AIM OF THE EXERCISE
Could you show all lines in the entries below that contain the string "name"?

(Stored items from a collection)
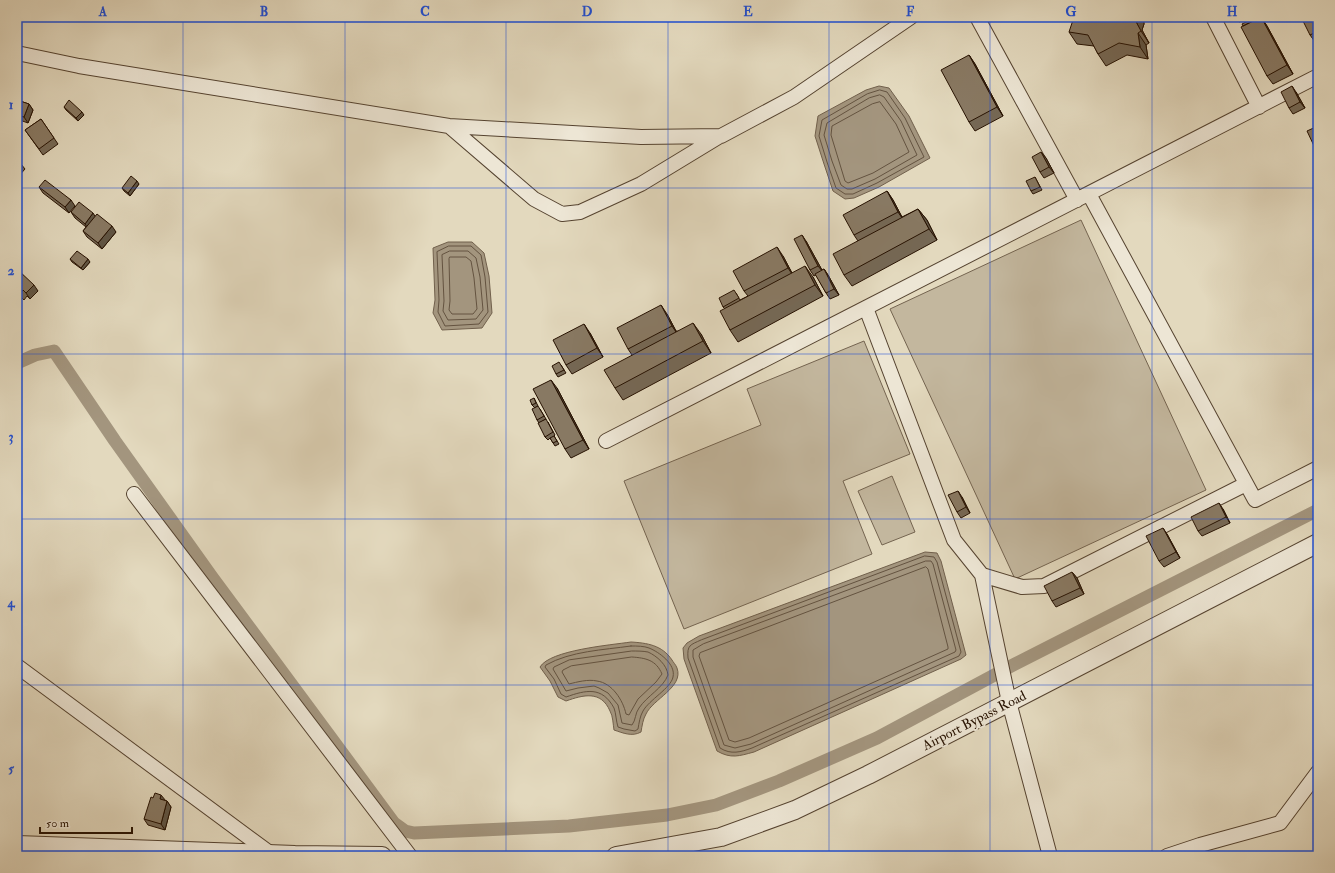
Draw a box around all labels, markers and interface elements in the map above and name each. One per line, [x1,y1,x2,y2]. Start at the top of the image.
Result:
text: A [98,4,108,20]
text: B [260,4,268,20]
text: C [420,4,430,20]
text: D [582,4,593,20]
text: E [743,4,753,20]
text: F [906,4,915,20]
text: G [1066,4,1077,20]
text: H [1227,4,1238,20]
text: 1 [9,97,14,113]
text: 2 [8,263,15,279]
text: 3 [9,429,14,445]
text: 4 [6,595,15,611]
street label: Airport Bypass Road [919,687,1030,755]
text: 5 [8,761,14,777]
scale bar [40,809,132,835]
text: 50 m [46,816,70,831]

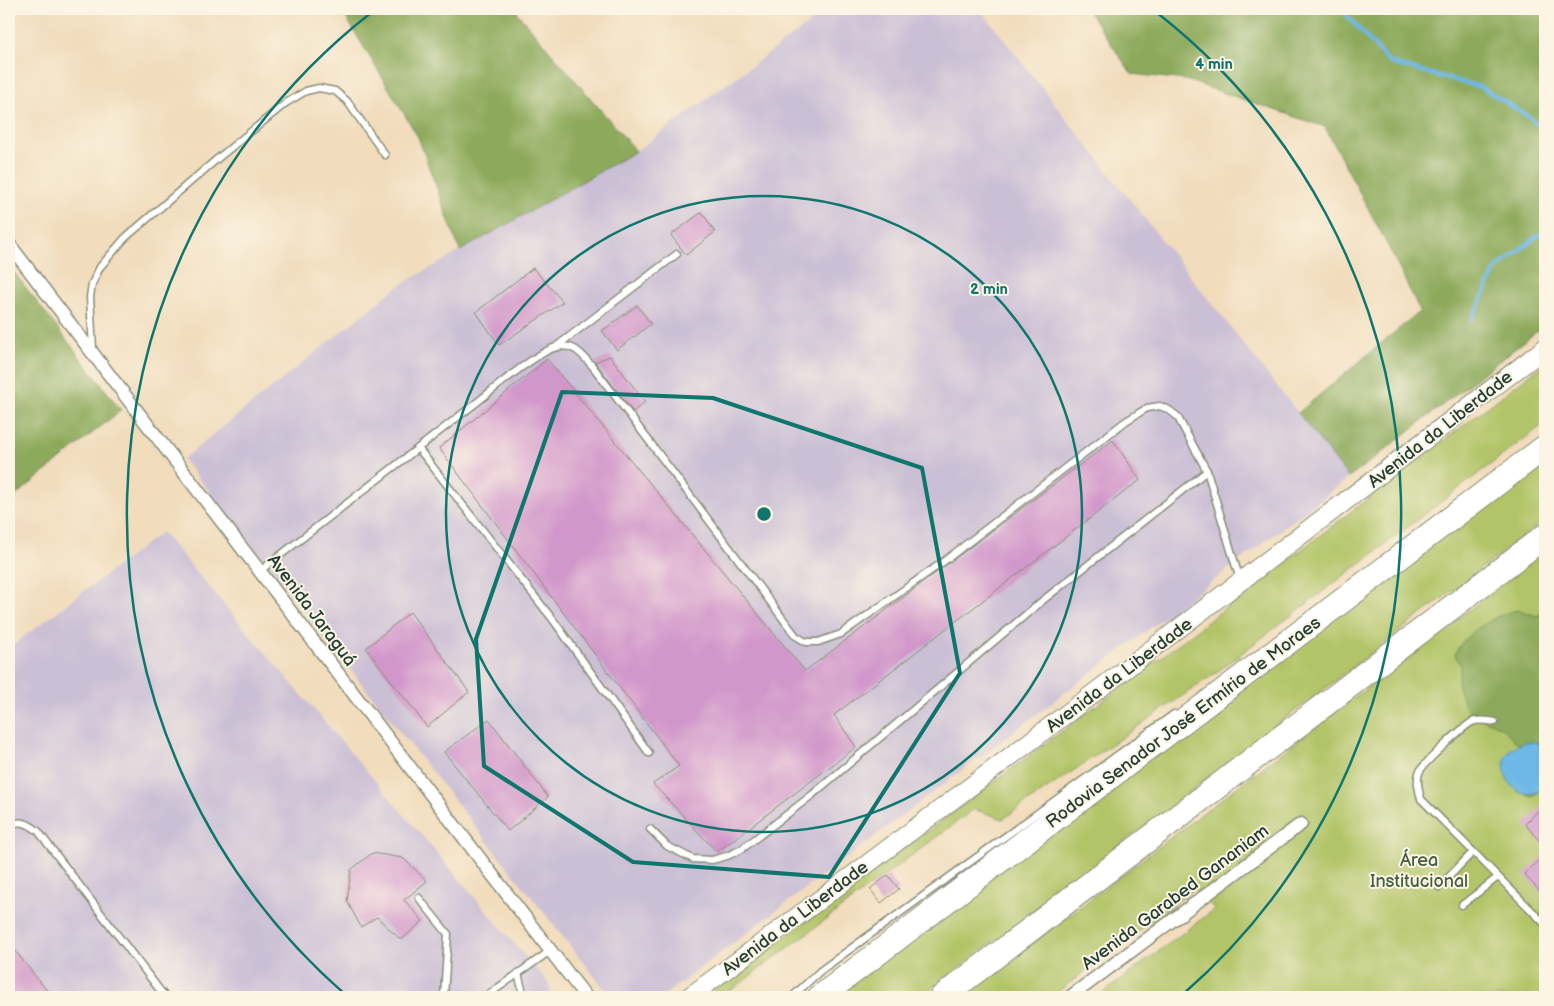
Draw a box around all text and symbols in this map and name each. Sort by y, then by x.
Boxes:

ANSWER SPACE
Draw a box around all labels, markers and interface elements in the map above and name each. One per line, [x1,y1,x2,y2]. Start at the top of the image.
Draw a box around all text and symbols in this map and name each. Sort by y, then by x.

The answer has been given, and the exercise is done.